25% will deducted from the final score of the project for every 24-hour period that the assignment is late.

Only in extreme circumstances (e.g., medical emergencies) no-penalty extensions will be granted. The student is required to provide written documentation from the University health center. Please contact the instructor if you have any questions.

Submission

You can submit your implementation of these files to Gradescope (https://www.gradescope.com/courses/81879).

Important: Use the Gradescope course code announced on Piazza.

  • src/storage/data_table.cpp
  • src/include/storage/data_table.h

You should also include a report.pdf in your submission that contains:

  1. A screenshot of the PERF profiling results which shows the two hottest functions in the TransactionManager before your fix.
  2. A screenshot of the PERF profiling results which shows the bottleneck in any one of the above two functions with the annotated code before your fix.
  3. A brief analysis on how you identify the hotspot and the data structures under contention with the help of the above profiling results.
  4. A screenshot of the PERF profiling results which shows the new percentages of the on-CPU functions after your fix.
  5. A screenshot of the PERF profiling results which shows the new bottleneck in any one of the original two hottest functions with the annotated code after your fix.
  6. A brief analysis on how your implementation helps reduce the contention hotspot in the system with the evidence in the above two screenshots.
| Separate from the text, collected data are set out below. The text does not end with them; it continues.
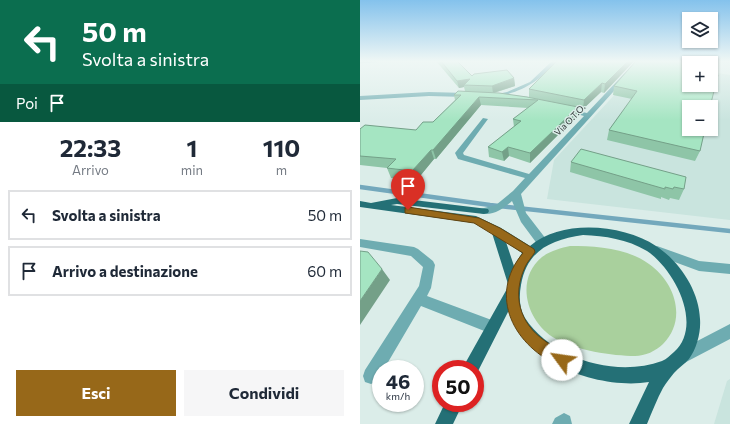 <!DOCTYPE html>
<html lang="it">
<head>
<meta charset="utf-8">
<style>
  body { margin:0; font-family:Commissioner,sans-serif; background:#f6f6f7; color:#1f2937; height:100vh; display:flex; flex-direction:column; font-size:15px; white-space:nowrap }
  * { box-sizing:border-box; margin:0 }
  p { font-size:13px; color:#747a83 }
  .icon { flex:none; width:22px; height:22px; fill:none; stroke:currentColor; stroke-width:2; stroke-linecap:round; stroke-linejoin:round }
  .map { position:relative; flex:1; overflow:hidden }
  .drawer { display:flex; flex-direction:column; background:#fff; width:360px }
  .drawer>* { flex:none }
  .guide { background:#0b6e4f; color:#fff; overflow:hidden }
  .tools { position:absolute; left:322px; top:12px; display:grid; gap:8px }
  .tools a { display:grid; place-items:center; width:36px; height:36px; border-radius:0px; background:#fff; box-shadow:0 1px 3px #0004; font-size:20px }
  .speed { position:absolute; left:12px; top:360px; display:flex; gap:8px; font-size:20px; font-weight:700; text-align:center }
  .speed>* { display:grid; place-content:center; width:52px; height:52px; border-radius:50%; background:#fff; box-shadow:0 1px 3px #0004; line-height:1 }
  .speed small { font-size:10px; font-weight:400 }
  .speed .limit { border:6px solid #d22; background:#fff; color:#111 }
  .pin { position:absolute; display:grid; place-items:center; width:34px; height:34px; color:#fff; margin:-41px -17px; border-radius:50% 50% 50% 0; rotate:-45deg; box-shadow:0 0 4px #0007 }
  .pin .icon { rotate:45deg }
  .me { position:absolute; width:44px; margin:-22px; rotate:301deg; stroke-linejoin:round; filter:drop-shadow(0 0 3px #0008) }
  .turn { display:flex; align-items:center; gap:14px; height:84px; padding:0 16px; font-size:18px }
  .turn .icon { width:52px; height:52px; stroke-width:2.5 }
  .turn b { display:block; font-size:28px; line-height:34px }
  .then { display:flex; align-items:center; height:38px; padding:0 16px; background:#0003; gap:8px; font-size:15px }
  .eta { display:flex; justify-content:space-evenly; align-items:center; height:68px; text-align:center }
  .eta b { font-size:24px; font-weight:700; line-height:28px }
  .primary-button { display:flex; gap:8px; margin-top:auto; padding:8px 16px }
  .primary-button a { flex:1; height:46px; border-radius:0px; background:#976819; color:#fff; font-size:16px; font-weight:700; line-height:46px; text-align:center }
  .primary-button a+a { background:#f6f6f7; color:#1f2937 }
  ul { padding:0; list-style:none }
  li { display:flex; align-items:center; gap:12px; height:50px; margin:0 8px 6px; padding:0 8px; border:2px solid #e0e1e3; border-radius:0px }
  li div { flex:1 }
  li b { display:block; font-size:15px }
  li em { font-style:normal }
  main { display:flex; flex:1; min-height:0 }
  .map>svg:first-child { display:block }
  .built { fill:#c9e4de; fill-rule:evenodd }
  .green { fill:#a9d09d }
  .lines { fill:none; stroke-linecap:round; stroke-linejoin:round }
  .stream-far1 { stroke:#73a8bc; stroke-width:2.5 }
  .stream { stroke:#73a8bc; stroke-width:4.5 }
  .minor { fill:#6eacb1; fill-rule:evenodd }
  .major { fill:#247076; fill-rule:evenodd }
  .wall { fill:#8ec5a7 }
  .shaded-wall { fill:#74a088 }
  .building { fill:#a5e5c2; stroke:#74a088 }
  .route { fill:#976819; stroke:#624410 }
  .labels { text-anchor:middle; stroke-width:3; stroke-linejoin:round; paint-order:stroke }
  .far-street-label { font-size:9px; fill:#353c3b; stroke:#dbede9 }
</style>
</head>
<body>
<main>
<section class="drawer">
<div class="guide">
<div class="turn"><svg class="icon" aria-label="left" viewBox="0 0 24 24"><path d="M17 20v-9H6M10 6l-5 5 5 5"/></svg><div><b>50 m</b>Svolta a sinistra</div></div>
<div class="then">Poi<svg class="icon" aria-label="arrive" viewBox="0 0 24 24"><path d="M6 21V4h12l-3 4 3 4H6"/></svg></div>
</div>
<div class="eta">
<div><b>22:33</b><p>Arrivo</p></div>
<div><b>1</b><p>min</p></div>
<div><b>110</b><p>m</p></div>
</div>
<ul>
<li><svg class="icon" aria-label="left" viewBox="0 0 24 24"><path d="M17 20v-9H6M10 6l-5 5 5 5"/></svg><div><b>Svolta a sinistra</b></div><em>50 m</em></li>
<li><svg class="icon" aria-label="arrive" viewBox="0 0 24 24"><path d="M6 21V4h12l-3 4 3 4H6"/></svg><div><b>Arrivo a destinazione</b></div><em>60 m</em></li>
</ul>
<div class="primary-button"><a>Esci</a><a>Condividi</a></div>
</section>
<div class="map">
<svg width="370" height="424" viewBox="0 0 370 424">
  <rect width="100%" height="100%" fill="#dbede9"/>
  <path class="built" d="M351,72L370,75V220L187,199L194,160L273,75L329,85H351ZM329,107H351V129H329Z
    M370,379V424H354L367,381Z"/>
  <path class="green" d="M210,246C236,246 267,248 289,264C316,283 327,320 303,344C296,351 285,356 275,356C253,356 215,350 196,339C167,323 154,280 182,257C190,251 201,248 210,246Z"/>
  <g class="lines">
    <path class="stream-far1" d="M0,62L17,61"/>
    <path class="stream" d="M0,187L130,205L370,231"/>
    <path class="minor" d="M192,61H197C176,84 162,92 131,98L128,96L147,92L170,82Z
      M276,61H281L161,194L166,213L186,239L188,242L186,245L182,246L178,245L161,222L152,201C144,208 132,217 120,213L119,211L120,209L136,205L153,191L165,178L98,159L95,153L123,118L128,119L103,153L104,155L169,174L224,116L202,110V108L227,113Z
      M69,92L107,93L110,95L107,97L69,96L0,100V96Z
      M0,239L54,247L58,249L73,261L75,265L71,288L67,296L137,322L139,327L137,332L132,334L61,306L24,369H21C21,377 18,381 11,384L5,382L3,376L5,370L59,286L63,267L51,256L0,247Z
      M297,246L339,261L370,264V274L339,271L293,254L291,251L293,248Z
      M370,324V339L328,361L323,364L318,361L315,356L318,351Z
      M204,413L210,416L212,424H192L195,418Z"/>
    <path class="major" d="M37,198L128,209L129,211L128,213L124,214L37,204L31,205L116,216L141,228L170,246C201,219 263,224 296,246C319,261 339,290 340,319C341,332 337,348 329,359C325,364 318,368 314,373C310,378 306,383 303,388C297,399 292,412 287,424H269L289,382C240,390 161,363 149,310L116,375L115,369H102L148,287V284L132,233L114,223L0,207V201L11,203ZM223,235C245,236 267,239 287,251C314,269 344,325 314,352C310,355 307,359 302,361C256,378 192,359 165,318C159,308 159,296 161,285C167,250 191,240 223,235ZM146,242L162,253L154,266Z
      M85,403H103L93,424H75Z"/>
  </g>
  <path class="wall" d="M76,61H97L112,76L154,78L155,86L134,93L169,97V89L195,63V61H274L244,93L241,92L223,109L218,108L217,116L170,163L149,156L144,161L129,157L128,147L154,127L153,119L168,108L121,105L76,159H74L56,181L31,178L27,168L0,165V129L56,130L73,122L95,100L94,95L105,91L104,87L99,88Z
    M276,61L340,151L335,161L247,140L249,130L272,99L253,95L254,86Z
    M211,162L324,189L319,200L310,198L309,200L301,197V199L210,172Z"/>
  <path class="shaded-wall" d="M268,61H274L244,93L245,84Z
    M154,78L155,86L133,93L132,86Z
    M110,79L104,85V87L99,88L97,81Z
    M242,83L241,92L223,109L224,100Z
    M119,97L121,105L76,159L73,150Z
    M218,107L217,116L170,163V153Z
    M148,147L149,156L144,161L142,152Z
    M71,150L74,159L56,181L52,171Z
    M22,269L30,280L0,325V301Z"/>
  <path class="building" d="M81,61H97L112,76L114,74L147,70L154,78L132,86L104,85L110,79L97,81Z
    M197,61H268L245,84L242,83L224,100L169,89Z
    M276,61H333L334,63H329V85H351V74L358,75L350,107H329V129H345L340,151L249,130L277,91L254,86Z
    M98,91L139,93L167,97L218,107L170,153L148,147L142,152L128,147L161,121L153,119L178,100L119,97L73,150H71L52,171L27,168L36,159L0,156V129L5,125L56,130L63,122H73L101,95H94Z
    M221,149L326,177L324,189L314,187L313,189L305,187V189L211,162Z
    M0,251L8,252L22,269L0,301Z"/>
  <linearGradient id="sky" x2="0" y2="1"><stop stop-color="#84c2ec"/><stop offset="0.51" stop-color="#eff7f5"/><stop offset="1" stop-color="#eff7f5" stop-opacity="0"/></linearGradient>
  <rect width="370" height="120" fill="url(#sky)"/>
  <path class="route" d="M48,207L119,218L140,228L174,249L175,252C172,257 167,262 165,267C152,295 159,323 185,341C193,347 205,350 209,360L207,365L202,367C154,347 127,296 163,253L114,223L45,213V208Z"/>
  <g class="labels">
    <g class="far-street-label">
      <text transform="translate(210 120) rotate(-46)" y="3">Via O.T.O.</text>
    </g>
  </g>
</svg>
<div class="tools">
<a><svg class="icon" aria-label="layers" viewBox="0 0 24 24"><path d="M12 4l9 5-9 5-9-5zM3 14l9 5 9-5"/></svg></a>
<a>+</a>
<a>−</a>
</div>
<div class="speed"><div>46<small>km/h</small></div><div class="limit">50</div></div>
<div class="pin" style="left:48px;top:210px;background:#d93025"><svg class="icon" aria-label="arrive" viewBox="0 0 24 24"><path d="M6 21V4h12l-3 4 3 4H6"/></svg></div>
<svg class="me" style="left:202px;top:360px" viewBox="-20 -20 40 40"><circle r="19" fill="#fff"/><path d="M0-13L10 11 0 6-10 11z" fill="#976819"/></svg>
</div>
</main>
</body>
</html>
You can submit your answers as many times as you like and get immediate feedback on whether your program compiles successfully. Again, since Gradescope is single-threaded, we cannot evaluate the performance of your implementation nor can we test the robustness of your implementation (e.g., whether the system crashes) under high number of threads. You should extend the test cases and conduct those tests by yourself on the AWS machine with more CPUs. We will evaluate the correctness and the performance of your implementation off-line after the project due date.

Collaboration Policy

  • Every student has to work individually on this assignment.
  • Students are allowed to discuss high-level details about the project with others.
  • Students are not allowed to copy the contents of a white-board after a group meeting with other students.
  • Students are not allowed to copy the solutions from another colleague.

WARNING: All of the code for this project must be your own. You may not copy source code from other students or other sources that you find on the web. Plagiarism will not be tolerated. See CMU's Policy on Academic Integrity for additional information.